** WHAT THE EXERCISE ASKS **
The output must be the data, printed exactly as written.

*** Begin section ***

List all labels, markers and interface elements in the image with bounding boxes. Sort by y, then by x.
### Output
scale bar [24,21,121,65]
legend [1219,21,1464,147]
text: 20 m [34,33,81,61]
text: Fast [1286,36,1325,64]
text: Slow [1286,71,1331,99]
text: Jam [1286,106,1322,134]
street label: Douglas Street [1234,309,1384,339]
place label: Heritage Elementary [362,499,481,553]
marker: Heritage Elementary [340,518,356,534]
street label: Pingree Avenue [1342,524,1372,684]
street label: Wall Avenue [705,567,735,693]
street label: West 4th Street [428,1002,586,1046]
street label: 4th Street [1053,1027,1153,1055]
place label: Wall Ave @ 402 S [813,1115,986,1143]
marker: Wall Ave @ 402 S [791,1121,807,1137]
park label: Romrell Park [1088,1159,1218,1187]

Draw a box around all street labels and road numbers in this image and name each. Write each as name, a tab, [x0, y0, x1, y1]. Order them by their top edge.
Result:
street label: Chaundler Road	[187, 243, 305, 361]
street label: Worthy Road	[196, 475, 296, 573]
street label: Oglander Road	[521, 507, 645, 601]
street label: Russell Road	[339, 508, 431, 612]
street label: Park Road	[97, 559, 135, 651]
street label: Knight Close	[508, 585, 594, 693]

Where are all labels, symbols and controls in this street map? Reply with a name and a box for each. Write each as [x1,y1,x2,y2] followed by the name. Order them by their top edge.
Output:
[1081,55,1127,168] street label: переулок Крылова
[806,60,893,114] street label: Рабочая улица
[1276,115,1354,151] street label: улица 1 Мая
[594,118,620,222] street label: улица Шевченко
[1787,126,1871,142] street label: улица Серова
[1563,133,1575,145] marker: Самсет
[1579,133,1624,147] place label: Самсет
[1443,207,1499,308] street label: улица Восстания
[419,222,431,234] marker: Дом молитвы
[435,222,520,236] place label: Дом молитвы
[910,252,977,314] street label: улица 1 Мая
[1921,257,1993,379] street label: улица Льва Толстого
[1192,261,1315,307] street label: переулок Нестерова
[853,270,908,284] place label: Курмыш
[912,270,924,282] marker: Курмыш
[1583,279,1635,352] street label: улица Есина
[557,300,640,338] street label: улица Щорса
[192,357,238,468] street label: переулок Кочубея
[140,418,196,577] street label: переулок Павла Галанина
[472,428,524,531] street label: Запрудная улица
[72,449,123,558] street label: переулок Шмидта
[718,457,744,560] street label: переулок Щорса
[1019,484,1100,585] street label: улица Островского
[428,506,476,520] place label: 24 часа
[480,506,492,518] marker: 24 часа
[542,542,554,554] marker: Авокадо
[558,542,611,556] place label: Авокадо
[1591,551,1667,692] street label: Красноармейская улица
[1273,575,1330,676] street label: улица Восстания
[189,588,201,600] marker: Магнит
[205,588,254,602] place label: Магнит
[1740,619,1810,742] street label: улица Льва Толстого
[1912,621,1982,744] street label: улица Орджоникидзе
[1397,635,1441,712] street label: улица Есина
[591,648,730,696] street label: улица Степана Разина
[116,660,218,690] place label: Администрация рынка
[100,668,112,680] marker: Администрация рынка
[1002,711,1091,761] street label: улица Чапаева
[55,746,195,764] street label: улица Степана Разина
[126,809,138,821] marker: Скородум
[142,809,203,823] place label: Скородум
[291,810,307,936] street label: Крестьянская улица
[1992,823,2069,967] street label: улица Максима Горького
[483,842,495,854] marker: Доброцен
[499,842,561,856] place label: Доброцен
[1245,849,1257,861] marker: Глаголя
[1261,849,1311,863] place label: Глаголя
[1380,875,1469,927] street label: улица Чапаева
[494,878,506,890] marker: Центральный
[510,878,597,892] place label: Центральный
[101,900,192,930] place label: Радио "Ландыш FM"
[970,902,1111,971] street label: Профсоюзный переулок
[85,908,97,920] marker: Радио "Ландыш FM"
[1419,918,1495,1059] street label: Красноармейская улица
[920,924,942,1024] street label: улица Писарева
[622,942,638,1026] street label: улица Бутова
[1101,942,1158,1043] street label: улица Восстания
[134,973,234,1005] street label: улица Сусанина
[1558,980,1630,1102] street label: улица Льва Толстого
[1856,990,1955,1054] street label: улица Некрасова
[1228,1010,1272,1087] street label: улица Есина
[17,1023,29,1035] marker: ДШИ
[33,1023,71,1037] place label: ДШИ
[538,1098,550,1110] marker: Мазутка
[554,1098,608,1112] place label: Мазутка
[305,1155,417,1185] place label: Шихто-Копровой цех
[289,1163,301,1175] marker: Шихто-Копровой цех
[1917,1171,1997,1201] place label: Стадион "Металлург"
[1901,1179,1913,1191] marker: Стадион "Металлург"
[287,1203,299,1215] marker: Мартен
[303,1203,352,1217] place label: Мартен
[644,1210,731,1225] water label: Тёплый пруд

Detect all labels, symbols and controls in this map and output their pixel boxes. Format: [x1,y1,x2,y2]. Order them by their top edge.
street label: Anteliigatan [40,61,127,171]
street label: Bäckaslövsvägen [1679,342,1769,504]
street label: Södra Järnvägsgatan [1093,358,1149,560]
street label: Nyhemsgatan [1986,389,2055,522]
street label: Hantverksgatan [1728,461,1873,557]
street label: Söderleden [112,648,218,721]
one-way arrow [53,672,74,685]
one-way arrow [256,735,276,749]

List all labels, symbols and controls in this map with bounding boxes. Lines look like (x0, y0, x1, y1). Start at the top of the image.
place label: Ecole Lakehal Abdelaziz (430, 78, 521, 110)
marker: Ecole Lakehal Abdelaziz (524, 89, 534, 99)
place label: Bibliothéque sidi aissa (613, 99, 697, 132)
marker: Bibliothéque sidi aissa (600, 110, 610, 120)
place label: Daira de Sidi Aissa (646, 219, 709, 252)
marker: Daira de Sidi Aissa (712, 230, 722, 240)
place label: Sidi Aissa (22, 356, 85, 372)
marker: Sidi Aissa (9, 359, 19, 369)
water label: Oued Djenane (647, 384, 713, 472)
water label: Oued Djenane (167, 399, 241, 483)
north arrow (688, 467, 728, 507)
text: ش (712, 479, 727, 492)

*** End section ***

** YOUR RESPONSE **
List all labels, markers and interface elements in the image with bounding boxes. Sort by y, then by x.
### Output
scale bar [24,21,121,65]
legend [1219,21,1464,147]
text: 20 m [34,33,81,61]
text: Fast [1286,36,1325,64]
text: Slow [1286,71,1331,99]
text: Jam [1286,106,1322,134]
street label: Douglas Street [1234,309,1384,339]
place label: Heritage Elementary [362,499,481,553]
marker: Heritage Elementary [340,518,356,534]
street label: Pingree Avenue [1342,524,1372,684]
street label: Wall Avenue [705,567,735,693]
street label: West 4th Street [428,1002,586,1046]
street label: 4th Street [1053,1027,1153,1055]
place label: Wall Ave @ 402 S [813,1115,986,1143]
marker: Wall Ave @ 402 S [791,1121,807,1137]
park label: Romrell Park [1088,1159,1218,1187]

Draw a box around all street labels and road numbers in this image and name each. Write each as name, a tab, [x0, y0, x1, y1]. Order them by their top edge.
Result:
street label: Chaundler Road	[187, 243, 305, 361]
street label: Worthy Road	[196, 475, 296, 573]
street label: Oglander Road	[521, 507, 645, 601]
street label: Russell Road	[339, 508, 431, 612]
street label: Park Road	[97, 559, 135, 651]
street label: Knight Close	[508, 585, 594, 693]

Where are all labels, symbols and controls in this street map? Reply with a name and a box for each. Write each as [x1,y1,x2,y2] followed by the name. Order them by their top edge.
Output:
[1081,55,1127,168] street label: переулок Крылова
[806,60,893,114] street label: Рабочая улица
[1276,115,1354,151] street label: улица 1 Мая
[594,118,620,222] street label: улица Шевченко
[1787,126,1871,142] street label: улица Серова
[1563,133,1575,145] marker: Самсет
[1579,133,1624,147] place label: Самсет
[1443,207,1499,308] street label: улица Восстания
[419,222,431,234] marker: Дом молитвы
[435,222,520,236] place label: Дом молитвы
[910,252,977,314] street label: улица 1 Мая
[1921,257,1993,379] street label: улица Льва Толстого
[1192,261,1315,307] street label: переулок Нестерова
[853,270,908,284] place label: Курмыш
[912,270,924,282] marker: Курмыш
[1583,279,1635,352] street label: улица Есина
[557,300,640,338] street label: улица Щорса
[192,357,238,468] street label: переулок Кочубея
[140,418,196,577] street label: переулок Павла Галанина
[472,428,524,531] street label: Запрудная улица
[72,449,123,558] street label: переулок Шмидта
[718,457,744,560] street label: переулок Щорса
[1019,484,1100,585] street label: улица Островского
[428,506,476,520] place label: 24 часа
[480,506,492,518] marker: 24 часа
[542,542,554,554] marker: Авокадо
[558,542,611,556] place label: Авокадо
[1591,551,1667,692] street label: Красноармейская улица
[1273,575,1330,676] street label: улица Восстания
[189,588,201,600] marker: Магнит
[205,588,254,602] place label: Магнит
[1740,619,1810,742] street label: улица Льва Толстого
[1912,621,1982,744] street label: улица Орджоникидзе
[1397,635,1441,712] street label: улица Есина
[591,648,730,696] street label: улица Степана Разина
[116,660,218,690] place label: Администрация рынка
[100,668,112,680] marker: Администрация рынка
[1002,711,1091,761] street label: улица Чапаева
[55,746,195,764] street label: улица Степана Разина
[126,809,138,821] marker: Скородум
[142,809,203,823] place label: Скородум
[291,810,307,936] street label: Крестьянская улица
[1992,823,2069,967] street label: улица Максима Горького
[483,842,495,854] marker: Доброцен
[499,842,561,856] place label: Доброцен
[1245,849,1257,861] marker: Глаголя
[1261,849,1311,863] place label: Глаголя
[1380,875,1469,927] street label: улица Чапаева
[494,878,506,890] marker: Центральный
[510,878,597,892] place label: Центральный
[101,900,192,930] place label: Радио "Ландыш FM"
[970,902,1111,971] street label: Профсоюзный переулок
[85,908,97,920] marker: Радио "Ландыш FM"
[1419,918,1495,1059] street label: Красноармейская улица
[920,924,942,1024] street label: улица Писарева
[622,942,638,1026] street label: улица Бутова
[1101,942,1158,1043] street label: улица Восстания
[134,973,234,1005] street label: улица Сусанина
[1558,980,1630,1102] street label: улица Льва Толстого
[1856,990,1955,1054] street label: улица Некрасова
[1228,1010,1272,1087] street label: улица Есина
[17,1023,29,1035] marker: ДШИ
[33,1023,71,1037] place label: ДШИ
[538,1098,550,1110] marker: Мазутка
[554,1098,608,1112] place label: Мазутка
[305,1155,417,1185] place label: Шихто-Копровой цех
[289,1163,301,1175] marker: Шихто-Копровой цех
[1917,1171,1997,1201] place label: Стадион "Металлург"
[1901,1179,1913,1191] marker: Стадион "Металлург"
[287,1203,299,1215] marker: Мартен
[303,1203,352,1217] place label: Мартен
[644,1210,731,1225] water label: Тёплый пруд

Detect all labels, symbols and controls in this map and output their pixel boxes. Format: [x1,y1,x2,y2]. Order them by their top edge.
street label: Anteliigatan [40,61,127,171]
street label: Bäckaslövsvägen [1679,342,1769,504]
street label: Södra Järnvägsgatan [1093,358,1149,560]
street label: Nyhemsgatan [1986,389,2055,522]
street label: Hantverksgatan [1728,461,1873,557]
street label: Söderleden [112,648,218,721]
one-way arrow [53,672,74,685]
one-way arrow [256,735,276,749]

List all labels, symbols and controls in this map with bounding boxes. Lines look like (x0, y0, x1, y1). Start at the top of the image.
place label: Ecole Lakehal Abdelaziz (430, 78, 521, 110)
marker: Ecole Lakehal Abdelaziz (524, 89, 534, 99)
place label: Bibliothéque sidi aissa (613, 99, 697, 132)
marker: Bibliothéque sidi aissa (600, 110, 610, 120)
place label: Daira de Sidi Aissa (646, 219, 709, 252)
marker: Daira de Sidi Aissa (712, 230, 722, 240)
place label: Sidi Aissa (22, 356, 85, 372)
marker: Sidi Aissa (9, 359, 19, 369)
water label: Oued Djenane (647, 384, 713, 472)
water label: Oued Djenane (167, 399, 241, 483)
north arrow (688, 467, 728, 507)
text: ش (712, 479, 727, 492)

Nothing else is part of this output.